• TRY IT
Scan the entries below for the word "wash" and copy every line where it turns up.
BEGIN ENTRIES PROVIDED
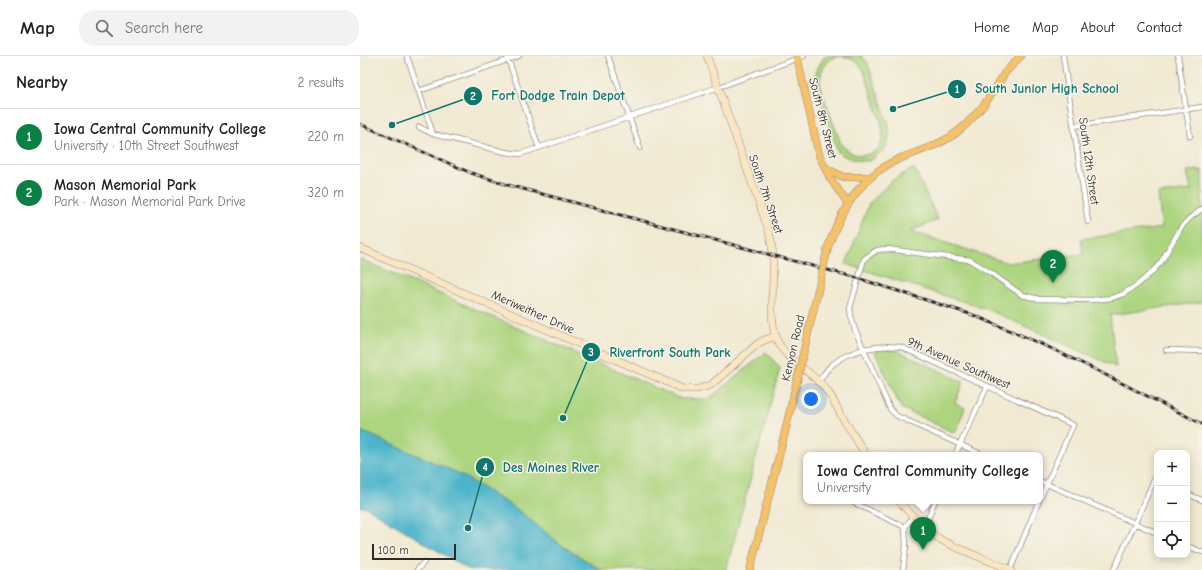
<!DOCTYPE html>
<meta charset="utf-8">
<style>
:root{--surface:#fff;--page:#f2f2f2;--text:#222;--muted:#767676;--line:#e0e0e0;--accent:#0b8043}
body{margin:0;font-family:"Comic Neue",sans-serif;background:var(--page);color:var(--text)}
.controls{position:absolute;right:12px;bottom:12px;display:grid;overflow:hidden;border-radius:8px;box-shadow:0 2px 10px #0003}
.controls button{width:36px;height:36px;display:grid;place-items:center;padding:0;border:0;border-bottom:1px solid var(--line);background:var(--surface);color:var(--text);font:20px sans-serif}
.scale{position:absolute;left:12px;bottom:10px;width:84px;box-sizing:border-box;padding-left:4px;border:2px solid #2b2b2b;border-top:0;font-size:11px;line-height:14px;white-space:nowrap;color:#2b2b2b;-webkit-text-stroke:3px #f7f3e8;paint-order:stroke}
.you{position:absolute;left:451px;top:343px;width:14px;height:14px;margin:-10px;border:3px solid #fff;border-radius:50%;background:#1a73e8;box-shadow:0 0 0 6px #1a73e833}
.badge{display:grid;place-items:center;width:26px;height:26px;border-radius:50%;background:var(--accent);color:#fff;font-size:13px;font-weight:700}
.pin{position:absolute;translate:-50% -33px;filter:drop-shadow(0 1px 2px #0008)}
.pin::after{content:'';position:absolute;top:21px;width:14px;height:12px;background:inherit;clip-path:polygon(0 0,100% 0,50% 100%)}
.popup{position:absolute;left:443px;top:396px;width:240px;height:52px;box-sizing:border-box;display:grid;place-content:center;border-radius:8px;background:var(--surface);filter:drop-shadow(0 1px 3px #0005);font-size:13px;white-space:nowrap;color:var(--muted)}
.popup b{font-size:15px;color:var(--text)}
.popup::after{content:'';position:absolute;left:50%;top:100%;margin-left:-8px;border:8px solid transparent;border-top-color:var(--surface)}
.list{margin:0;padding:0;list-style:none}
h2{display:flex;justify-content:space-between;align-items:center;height:52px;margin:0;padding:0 16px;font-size:17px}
h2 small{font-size:13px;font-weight:400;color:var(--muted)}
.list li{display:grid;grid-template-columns:26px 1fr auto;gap:12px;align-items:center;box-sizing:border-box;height:56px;padding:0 16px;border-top:1px solid var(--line)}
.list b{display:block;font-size:15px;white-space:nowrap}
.list p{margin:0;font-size:13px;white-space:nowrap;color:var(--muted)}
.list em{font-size:13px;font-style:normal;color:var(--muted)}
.icon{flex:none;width:22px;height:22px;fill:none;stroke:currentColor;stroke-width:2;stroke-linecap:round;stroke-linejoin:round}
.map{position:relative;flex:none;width:842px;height:514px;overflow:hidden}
header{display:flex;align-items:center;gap:24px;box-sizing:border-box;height:56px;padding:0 20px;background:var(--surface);border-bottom:1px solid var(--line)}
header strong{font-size:19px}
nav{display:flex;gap:22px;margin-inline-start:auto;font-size:14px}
.search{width:280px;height:36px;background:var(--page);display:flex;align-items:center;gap:10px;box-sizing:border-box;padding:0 14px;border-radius:16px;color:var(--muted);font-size:15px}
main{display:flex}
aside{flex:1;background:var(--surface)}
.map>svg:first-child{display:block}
.green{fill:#add580;stroke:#6c8056;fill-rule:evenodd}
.water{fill:#4cb4ca;stroke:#3c707a}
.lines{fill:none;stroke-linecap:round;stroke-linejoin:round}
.street-casing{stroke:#8e8a7e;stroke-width:6}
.secondary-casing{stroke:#8e8a7e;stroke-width:8}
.primary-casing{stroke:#8e8a7e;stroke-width:8}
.street{stroke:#fff;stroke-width:4.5}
.secondary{stroke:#fbe6c4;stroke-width:7}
.primary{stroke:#f5c16b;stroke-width:7}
.rail-casing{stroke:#2b2b2b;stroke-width:3}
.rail{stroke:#f7f3e8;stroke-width:1.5;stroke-dasharray:4.5;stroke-linecap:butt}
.primary-bridge-casing{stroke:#8e8a7e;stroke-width:8;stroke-linecap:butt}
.primary-bridge{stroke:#f5c16b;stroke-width:7}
.labels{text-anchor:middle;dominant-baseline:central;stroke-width:3;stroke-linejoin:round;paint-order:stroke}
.street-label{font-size:12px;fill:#2b2b2b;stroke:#f7f3e8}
.leader{fill:none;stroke:#0f766e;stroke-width:1.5}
.callout-dot{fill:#0f766e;stroke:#f7f3e8;stroke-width:1.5}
.mark-label{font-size:12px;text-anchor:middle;font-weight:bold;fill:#fff}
.callout-label{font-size:13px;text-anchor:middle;font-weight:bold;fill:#0f766e;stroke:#f7f3e8;stroke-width:3;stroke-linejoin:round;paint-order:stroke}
</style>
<header>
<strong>Map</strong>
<div class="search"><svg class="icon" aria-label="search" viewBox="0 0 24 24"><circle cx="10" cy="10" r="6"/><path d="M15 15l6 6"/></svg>Search here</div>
<nav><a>Home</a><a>Map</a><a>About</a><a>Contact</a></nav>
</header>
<main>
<aside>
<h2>Nearby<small>2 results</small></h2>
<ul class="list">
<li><span class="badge">1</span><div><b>Iowa Central Community College</b><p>University · 10th Street Southwest</p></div><em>220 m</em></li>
<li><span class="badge">2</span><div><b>Mason Memorial Park</b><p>Park · Mason Memorial Park Drive</p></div><em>320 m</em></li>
</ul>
</aside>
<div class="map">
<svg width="842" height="514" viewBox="0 0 842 514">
<rect width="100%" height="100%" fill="#f7f3e8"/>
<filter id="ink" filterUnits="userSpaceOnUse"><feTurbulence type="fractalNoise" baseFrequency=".025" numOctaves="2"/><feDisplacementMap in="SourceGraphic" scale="8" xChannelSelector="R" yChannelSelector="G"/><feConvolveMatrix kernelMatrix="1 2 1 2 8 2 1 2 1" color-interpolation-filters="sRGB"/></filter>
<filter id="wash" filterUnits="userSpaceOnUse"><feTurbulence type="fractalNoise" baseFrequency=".012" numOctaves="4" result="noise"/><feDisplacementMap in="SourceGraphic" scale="16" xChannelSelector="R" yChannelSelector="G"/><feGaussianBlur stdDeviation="0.9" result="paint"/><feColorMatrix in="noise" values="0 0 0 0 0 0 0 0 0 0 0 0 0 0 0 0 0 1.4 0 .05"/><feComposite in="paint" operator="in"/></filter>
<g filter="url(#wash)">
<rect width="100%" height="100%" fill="#f1e9d2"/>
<!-- green -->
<path class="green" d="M465,0H501L507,6L529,70V83L525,93L509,105C497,105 488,103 478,96L456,30C454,17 458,10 465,0ZM478,0C490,1 496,4 503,13C507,24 510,35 514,45C520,63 534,94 505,99C495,101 487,95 481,88L460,30C459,15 465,5 478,0Z
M554,112L578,164L550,175L648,207L723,198L721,183L802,172L798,138L831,134L827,115L842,114V246L750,259L756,311L629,254L486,208L509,148L531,125Z
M0,203L321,343H349L406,296L420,312L366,514H241L201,489L158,454L0,380Z
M525,292L538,295L603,326L595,347L605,352L595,377L541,352L515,296Z"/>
<!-- water -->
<path class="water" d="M0,375L11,379L100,418L158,454L201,489L241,514H109L6,451H0Z"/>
</g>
<g filter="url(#ink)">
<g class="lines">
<defs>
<path id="street" d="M47,0L73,78
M147,0L179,92
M248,0L280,92
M703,0L728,166
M818,0L830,80
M59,35L159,0
M714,70L842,51
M59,71L73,78L145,96L160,98L359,31L444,0
M806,294L842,295
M459,325C463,320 467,312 473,308C492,293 518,288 541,291L713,369L680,443
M595,399L627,331
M623,399L537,360L530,353L495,274L491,260L490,252L504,203L517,194L527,193L610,204L631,217L662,239L679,243L732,244L752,242L763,238L777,229L791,217L801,206L822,170L831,161L842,153
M680,425L797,477
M827,438L842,444
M490,445L545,471
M545,471L553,461
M564,472L575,445
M827,490L842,496
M57,514L64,506
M543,514L546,490L545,471
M650,514L679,445
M754,514L794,424L797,426"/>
<path id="secondary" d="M347,0L408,172C411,183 413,194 413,205C414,230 409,255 415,279C421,300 443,310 458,325C468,333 474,346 480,357C489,372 497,385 506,399
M0,192L323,333H338L351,329L395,290L402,285L416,280
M539,445C552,460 565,475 583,485C604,496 629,504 651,514"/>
<path id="primary" d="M437,0L459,99L470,122L487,147
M466,112L483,121H511
M468,191C481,153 502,118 541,102C559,95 580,89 596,77C609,67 622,52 631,39C636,32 640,25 644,18C649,12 655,6 661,0
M390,514L425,376"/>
</defs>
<!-- street casing -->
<use href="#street" class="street-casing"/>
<!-- secondary casing -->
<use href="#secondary" class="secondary-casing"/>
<!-- primary casing -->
<use href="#primary" class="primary-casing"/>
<!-- street -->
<use href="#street" class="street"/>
<!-- secondary -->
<use href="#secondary" class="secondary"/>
<!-- primary -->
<use href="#primary" class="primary"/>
<defs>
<path id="rail" d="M0,68L111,117L148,129L494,221L613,259L686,290L734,313L842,368"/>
</defs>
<!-- rail casing -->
<use href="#rail" class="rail-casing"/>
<!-- rail -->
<use href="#rail" class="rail"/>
<defs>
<path id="primary-bridge" d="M425,376L468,191"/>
</defs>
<!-- primary-bridge casing -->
<use href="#primary-bridge" class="primary-bridge-casing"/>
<!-- primary-bridge -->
<use href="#primary-bridge" class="primary-bridge"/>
</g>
</g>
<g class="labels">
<!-- street labels -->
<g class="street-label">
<text transform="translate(463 62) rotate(76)">South 8th Street</text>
<text transform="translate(729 105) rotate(82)">South 12th Street</text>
<text transform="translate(406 138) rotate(71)">South 7th Street</text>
<text transform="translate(173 256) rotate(24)">Meriweither Drive</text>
<text transform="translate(433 292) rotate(-77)">Kenyon Road</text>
<text transform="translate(599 307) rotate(24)">9th Avenue Southwest</text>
</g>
</g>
<!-- callouts -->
<path class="leader" d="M533 53L597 33M32 69L113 40M203 362L231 296M108 472L125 411"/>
<g class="callout-dot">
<circle cx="533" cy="53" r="4"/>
<circle cx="32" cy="69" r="4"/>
<circle cx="203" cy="362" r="4"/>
<circle cx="108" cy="472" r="4"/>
<circle cx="597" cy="33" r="10"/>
<circle cx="113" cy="40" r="10"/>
<circle cx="231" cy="296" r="10"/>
<circle cx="125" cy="411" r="10"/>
</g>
<g class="mark-label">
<text x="597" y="37">1</text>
<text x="113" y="44">2</text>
<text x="231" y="300">3</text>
<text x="125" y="415">4</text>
</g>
<g class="callout-label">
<text x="687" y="37">South Junior High School</text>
<text x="198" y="44">Fort Dodge Train Depot</text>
<text x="310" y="301">Riverfront South Park</text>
<text x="191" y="416">Des Moines River</text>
</g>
</svg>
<div class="controls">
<button>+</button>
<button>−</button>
<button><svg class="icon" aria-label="locate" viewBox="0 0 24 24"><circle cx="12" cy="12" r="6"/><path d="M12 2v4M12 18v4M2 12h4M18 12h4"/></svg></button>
</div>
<div class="scale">100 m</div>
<div class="you"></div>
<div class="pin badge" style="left:563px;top:494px">1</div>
<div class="popup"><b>Iowa Central Community College</b>University</div>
<div class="pin badge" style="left:693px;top:227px">2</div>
</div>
</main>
END ENTRIES PROVIDED
• REPLY
<filter id="wash" filterUnits="userSpaceOnUse"><feTurbulence type="fractalNoise" baseFrequency=".012" numOctaves="4" result="noise"/><feDisplacementMap in="SourceGraphic" scale="16" xChannelSelector="R" yChannelSelector="G"/><feGaussianBlur stdDeviation="0.9" result="paint"/><feColorMatrix in="noise" values="0 0 0 0 0 0 0 0 0 0 0 0 0 0 0 0 0 1.4 0 .05"/><feComposite in="paint" operator="in"/></filter>
<g filter="url(#wash)">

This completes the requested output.